66      Cependant, l’éventuel caractère arbitraire de la décision attaquée ne saurait être établi en fonction de l’étendue de la demande de renseignements, la Commission pouvant légitimement conduire une enquête disposant d’un large champ d’investigation, dès lors qu’elle est en possession d’indices suffisamment sérieux de la participation de l’entreprise aux différentes présomptions d’infraction qu’elle entend vérifier.

67      Force est de constater que, en l’espèce, la requérante ne remet pas en cause, et n’a pas demandé au Tribunal de vérifier, la détention par la Commission d’indices suffisamment sérieux justifiant l’adoption de la décision attaquée. Ainsi à défaut d’une demande explicite et motivée de la requérante, il n’y a pas lieu pour le Tribunal de vérifier de sa propre initiative, et sur la seule base de l’allégation générale tirée du caractère large de la demande de renseignements, si la Commission disposait d’indices suffisamment sérieux justifiant l’adoption de la décision attaquée.
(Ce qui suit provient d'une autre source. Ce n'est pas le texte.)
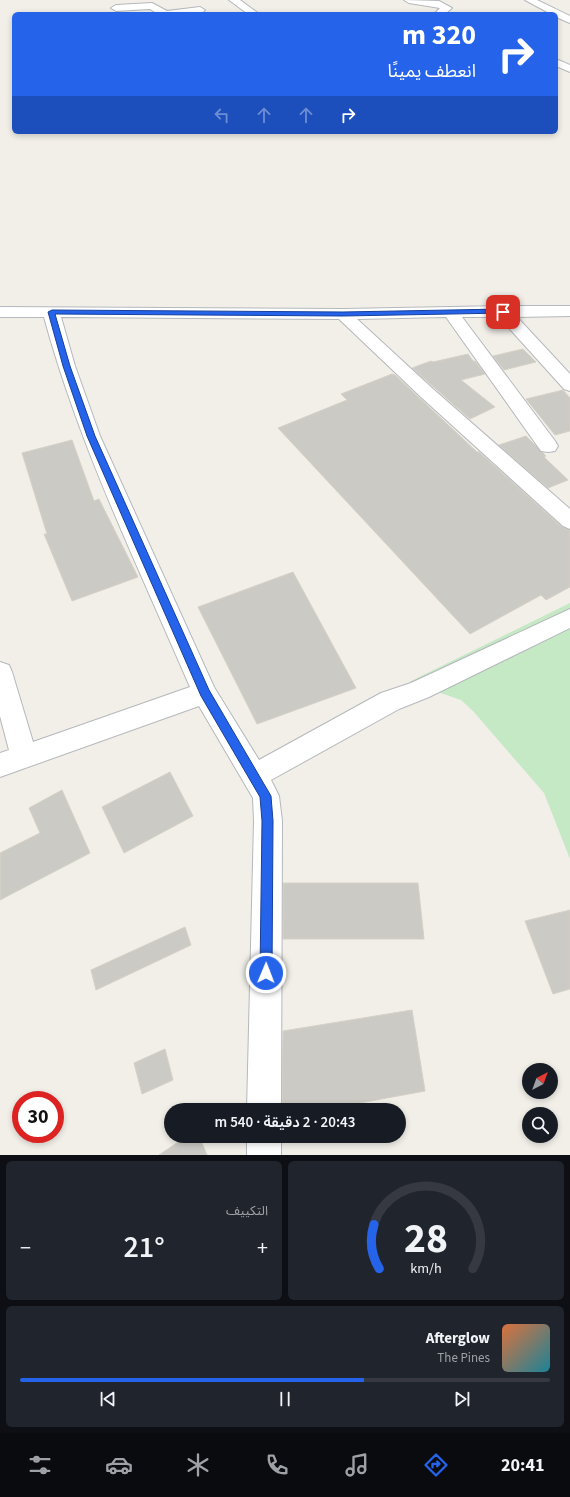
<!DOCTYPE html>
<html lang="ar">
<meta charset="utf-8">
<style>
body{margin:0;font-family:"Source Sans 3","Noto Sans Arabic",sans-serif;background:#20242c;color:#f1f3f6;direction:rtl;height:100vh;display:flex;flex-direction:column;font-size:15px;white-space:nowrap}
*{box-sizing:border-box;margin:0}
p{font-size:13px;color:#9ea1a6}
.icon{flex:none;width:22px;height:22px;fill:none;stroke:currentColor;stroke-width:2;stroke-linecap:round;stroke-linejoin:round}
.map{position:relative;height:1155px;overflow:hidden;direction:ltr}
.drawer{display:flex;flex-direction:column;gap:6px;padding:6px;background:#0d0f14;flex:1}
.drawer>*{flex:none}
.hud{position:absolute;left:12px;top:12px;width:546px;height:122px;border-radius:6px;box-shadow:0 2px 6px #0003;direction:rtl;background:#2563eb;color:#fff;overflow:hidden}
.needle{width:26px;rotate:41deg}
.controls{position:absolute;left:522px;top:1063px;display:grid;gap:8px}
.controls a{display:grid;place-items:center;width:36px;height:36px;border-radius:50%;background:#171b24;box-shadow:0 2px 6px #0003;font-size:20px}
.speed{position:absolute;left:12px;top:1091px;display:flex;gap:8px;font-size:20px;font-weight:700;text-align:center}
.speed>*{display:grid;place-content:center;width:52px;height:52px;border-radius:50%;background:#171b24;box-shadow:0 2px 6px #0003;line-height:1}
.speed .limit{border:6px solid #d22;background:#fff;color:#111}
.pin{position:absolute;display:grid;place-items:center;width:34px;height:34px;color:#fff;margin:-17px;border-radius:8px;box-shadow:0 2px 6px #0006}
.me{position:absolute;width:44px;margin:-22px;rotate:1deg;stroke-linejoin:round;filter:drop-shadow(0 0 3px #0008)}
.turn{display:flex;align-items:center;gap:14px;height:84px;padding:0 16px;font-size:18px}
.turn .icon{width:52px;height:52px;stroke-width:2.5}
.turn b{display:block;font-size:28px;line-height:34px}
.lanes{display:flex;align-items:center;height:38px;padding:0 16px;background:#0003;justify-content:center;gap:20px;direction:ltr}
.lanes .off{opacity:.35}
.big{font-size:30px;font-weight:600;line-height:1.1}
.drawer .widget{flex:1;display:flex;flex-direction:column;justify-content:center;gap:6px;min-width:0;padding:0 14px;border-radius:6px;background:#20242c}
.drawer .dial{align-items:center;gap:0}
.dial svg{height:104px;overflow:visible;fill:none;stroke:#363941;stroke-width:7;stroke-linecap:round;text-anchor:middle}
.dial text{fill:#f1f3f6;stroke:none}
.song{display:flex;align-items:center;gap:12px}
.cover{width:48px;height:48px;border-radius:6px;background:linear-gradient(135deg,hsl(20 70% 55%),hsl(190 70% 35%))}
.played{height:4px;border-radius:2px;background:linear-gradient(90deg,#2563eb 65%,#363941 65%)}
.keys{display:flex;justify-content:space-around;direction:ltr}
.heat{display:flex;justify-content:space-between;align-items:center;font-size:22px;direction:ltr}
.drawer .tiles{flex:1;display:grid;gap:6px;grid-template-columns:1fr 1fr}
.widget:last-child{grid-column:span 2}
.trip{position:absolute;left:164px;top:1103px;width:242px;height:40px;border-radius:20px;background:#171b24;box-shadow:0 2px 6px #0003;font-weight:600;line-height:40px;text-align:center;direction:rtl}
.tabs{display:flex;height:64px;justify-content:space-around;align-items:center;background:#090b0e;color:#9ea1a6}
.tabs .icon{width:28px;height:28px}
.tabs .on{color:#2563eb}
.tabs b{font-size:18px;color:#f1f3f6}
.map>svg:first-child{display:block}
.green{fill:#c5e8c5}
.building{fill:#cccac5;stroke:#d6d1c6}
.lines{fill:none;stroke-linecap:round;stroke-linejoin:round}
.minor-casing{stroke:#b5b8bc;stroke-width:2}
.minor{fill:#fff;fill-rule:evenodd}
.route{fill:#2563eb;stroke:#184099}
</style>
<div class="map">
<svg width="570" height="1155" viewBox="0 0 570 1155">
<rect width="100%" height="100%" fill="#f1efe8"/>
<path class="green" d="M 570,603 L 570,859 L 544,793 L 473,711 L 461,700 L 409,682 Z"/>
<path class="building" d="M 523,349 L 536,362 L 504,370 L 493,356 Z
M 468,354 L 473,361 L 475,361 L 485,374 L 461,380 L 495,407 L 470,419 L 412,368 L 431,361 L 433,362 Z
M 392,374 L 395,375 L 477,452 L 479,452 L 562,527 L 570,530 L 570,587 L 546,600 L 541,595 L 470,634 L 278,428 L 347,400 L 341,394 Z
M 563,390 L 570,398 L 570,431 L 555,435 L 526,399 Z
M 526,436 L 546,456 L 544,457 L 568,480 L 548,488 L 499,445 Z
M 72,440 L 94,501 L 99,499 L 138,577 L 72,601 L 44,534 L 47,534 L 22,453 Z
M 293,572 L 356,688 L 257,724 L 198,607 Z
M 170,772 L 193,816 L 124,853 L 102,807 Z
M 62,790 L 90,853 L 0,900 L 0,853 L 40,833 L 29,808 Z
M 283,883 L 418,883 L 424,939 L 283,939 Z
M 570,910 L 570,989 L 553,994 L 525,921 Z
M 185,927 L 191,945 L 96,990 L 91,970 Z
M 412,1010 L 425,1091 L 322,1110 L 282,1110 L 283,1031 Z
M 165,1049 L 173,1080 L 142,1094 L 134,1063 Z
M 187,1136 L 199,1136 L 207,1155 L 159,1155 Z"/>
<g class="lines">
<defs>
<path id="minor" d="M 229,0 L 240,0 L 259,14 L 248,14 Z
M 404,0 L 439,1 L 452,8 L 445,14 L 434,14 L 440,8 L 409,3 Z
M 525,0 L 537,0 L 570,16 L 570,23 L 556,17 L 556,14 L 551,14 Z
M 152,3 L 167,11 L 200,7 L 205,10 L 203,12 L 158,14 L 150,9 L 116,11 L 111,8 L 116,5 Z
M 556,59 L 570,65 L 570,72 L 556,66 Z
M 503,306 L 570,306 L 570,316 L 517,317 L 570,374 L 570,391 L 564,389 L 499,317 L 462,317 L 555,441 L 558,446 L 555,451 L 548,452 L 541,451 L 446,317 L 357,319 L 433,389 L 570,509 L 570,529 L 563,526 L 421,397 L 339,319 L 61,317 L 75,366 L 100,436 L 214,687 L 259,760 L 381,693 L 411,683 L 570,609 L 570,628 L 429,697 L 399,709 L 271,780 L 279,796 L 282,821 L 281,1110 L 247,1110 L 254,821 L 253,798 L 199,706 L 0,777 L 0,753 L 9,750 L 0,716 L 0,662 L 9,665 L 12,672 L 33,742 L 190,687 C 138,566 79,446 44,317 L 0,317 L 0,307 L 343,309 Z
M 247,1136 L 281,1136 L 281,1155 L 247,1155 Z"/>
</defs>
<use href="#minor" class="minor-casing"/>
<use href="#minor" class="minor"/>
</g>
<path class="route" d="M 503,309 L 506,312 L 505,313 L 343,316 L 55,314 L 70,366 L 95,436 L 209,690 L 271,796 L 273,821 L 272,973 L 270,978 L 266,980 L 261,978 L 260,973 L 262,821 L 260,797 L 201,696 L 87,436 L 63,366 L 48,312 L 52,310 L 343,312 Z"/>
</svg>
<div class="controls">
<a><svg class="needle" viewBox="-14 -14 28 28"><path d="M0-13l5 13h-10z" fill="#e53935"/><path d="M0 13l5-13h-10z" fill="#9ea1a6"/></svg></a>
<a><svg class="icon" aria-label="search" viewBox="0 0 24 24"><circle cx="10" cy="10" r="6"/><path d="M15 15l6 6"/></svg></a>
</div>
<div class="speed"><div class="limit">30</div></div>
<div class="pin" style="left:503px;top:312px;background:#d93025"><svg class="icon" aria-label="arrive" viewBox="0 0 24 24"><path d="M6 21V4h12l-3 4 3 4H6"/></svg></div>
<svg class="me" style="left:266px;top:973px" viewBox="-20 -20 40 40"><circle r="17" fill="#2563eb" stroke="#fff" stroke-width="3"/><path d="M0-11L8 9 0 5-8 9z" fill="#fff"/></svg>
<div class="trip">20:43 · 2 دقيقة · 540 m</div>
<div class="hud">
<div class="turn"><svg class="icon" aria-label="right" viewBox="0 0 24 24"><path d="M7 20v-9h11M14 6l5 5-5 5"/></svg><div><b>320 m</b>انعطف يمينًا</div></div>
<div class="lanes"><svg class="icon off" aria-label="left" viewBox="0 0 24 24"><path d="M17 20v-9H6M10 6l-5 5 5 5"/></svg><svg class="icon off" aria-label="ahead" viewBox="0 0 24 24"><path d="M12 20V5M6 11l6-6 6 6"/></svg><svg class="icon off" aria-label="ahead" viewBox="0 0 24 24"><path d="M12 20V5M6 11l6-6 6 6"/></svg><svg class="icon" aria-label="right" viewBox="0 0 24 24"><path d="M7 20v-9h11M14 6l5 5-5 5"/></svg></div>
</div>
</div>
<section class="drawer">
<div class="tiles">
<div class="widget dial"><svg viewBox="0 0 100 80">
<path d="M14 69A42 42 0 1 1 86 69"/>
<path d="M14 69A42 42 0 0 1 10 35" stroke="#2563eb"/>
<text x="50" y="56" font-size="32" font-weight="700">28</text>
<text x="50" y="72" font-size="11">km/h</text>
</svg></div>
<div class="widget"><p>التكييف</p>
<div class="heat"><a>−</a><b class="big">21°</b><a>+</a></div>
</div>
<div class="widget">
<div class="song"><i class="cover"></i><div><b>Afterglow</b><p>The Pines</p></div></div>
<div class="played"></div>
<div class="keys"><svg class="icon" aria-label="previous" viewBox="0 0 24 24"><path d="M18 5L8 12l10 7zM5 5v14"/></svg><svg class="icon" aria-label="pause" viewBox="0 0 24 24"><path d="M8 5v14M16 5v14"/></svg><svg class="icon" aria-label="next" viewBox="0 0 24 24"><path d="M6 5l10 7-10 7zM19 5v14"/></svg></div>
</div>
</div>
</section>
<nav class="tabs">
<b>20:41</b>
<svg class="icon on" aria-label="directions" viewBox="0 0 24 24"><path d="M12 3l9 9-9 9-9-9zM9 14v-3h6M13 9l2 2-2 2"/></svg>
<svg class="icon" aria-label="music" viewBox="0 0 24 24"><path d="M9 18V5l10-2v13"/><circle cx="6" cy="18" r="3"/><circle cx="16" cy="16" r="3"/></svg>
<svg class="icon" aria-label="phone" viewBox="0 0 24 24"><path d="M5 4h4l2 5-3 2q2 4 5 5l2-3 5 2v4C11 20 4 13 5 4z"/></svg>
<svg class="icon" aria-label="climate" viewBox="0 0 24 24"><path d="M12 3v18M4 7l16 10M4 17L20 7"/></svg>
<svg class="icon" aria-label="car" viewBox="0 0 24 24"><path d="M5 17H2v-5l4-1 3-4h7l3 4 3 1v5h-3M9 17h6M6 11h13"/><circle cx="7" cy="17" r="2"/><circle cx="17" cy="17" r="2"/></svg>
<svg class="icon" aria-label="filters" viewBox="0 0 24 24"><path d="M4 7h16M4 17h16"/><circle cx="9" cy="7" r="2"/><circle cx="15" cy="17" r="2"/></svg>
</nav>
68      Le deuxième moyen doit, dès lors, être rejeté.

 Sur le troisième moyen, tiré du caractère disproportionné du délai de deux semaines fixé pour la réponse à la onzième série de questions

69      La requérante considère que la décision attaquée viole le principe de proportionnalité au regard du délai insuffisant de deux semaines fixé pour la réponse à la onzième série de questions.

70      La Commission conclut au rejet du présent moyen. Elle estime que la requérante ne dispose pas d’un intérêt à agir en ce qui concerne le délai en cause, la réponse à la onzième série de questions ayant été fournie et la requérante ayant reçu des assurances qu’elle ne ferait pas l’objet d’une amende en cas de communication échelonnée des renseignements demandés. La Commission soutient également que le délai de deux semaines était justifié et que la requérante n’était pas dans l’impossibilité matérielle de répondre à la onzième série de questions dans le délai imparti.

71      Il résulte d’une jurisprudence constante que les demandes de renseignements adressées par la Commission à une entreprise doivent respecter le principe de proportionnalité et que l’obligation imposée à une entreprise de fournir un renseignement ne doit pas représenter pour cette dernière une charge disproportionnée par rapport aux nécessités de l’enquête (arrêts du Tribunal du 12 décembre 1991, SEP/Commission, point 29 supra, point 51 ; du 30 septembre 2003, Atlantic Container Line e.a./Commission, T-191/98, T-212/98 à T-214/98, Rec. p. II-3275, point 418, et Slovak Telekom/Commission, point 21 supra, point 81).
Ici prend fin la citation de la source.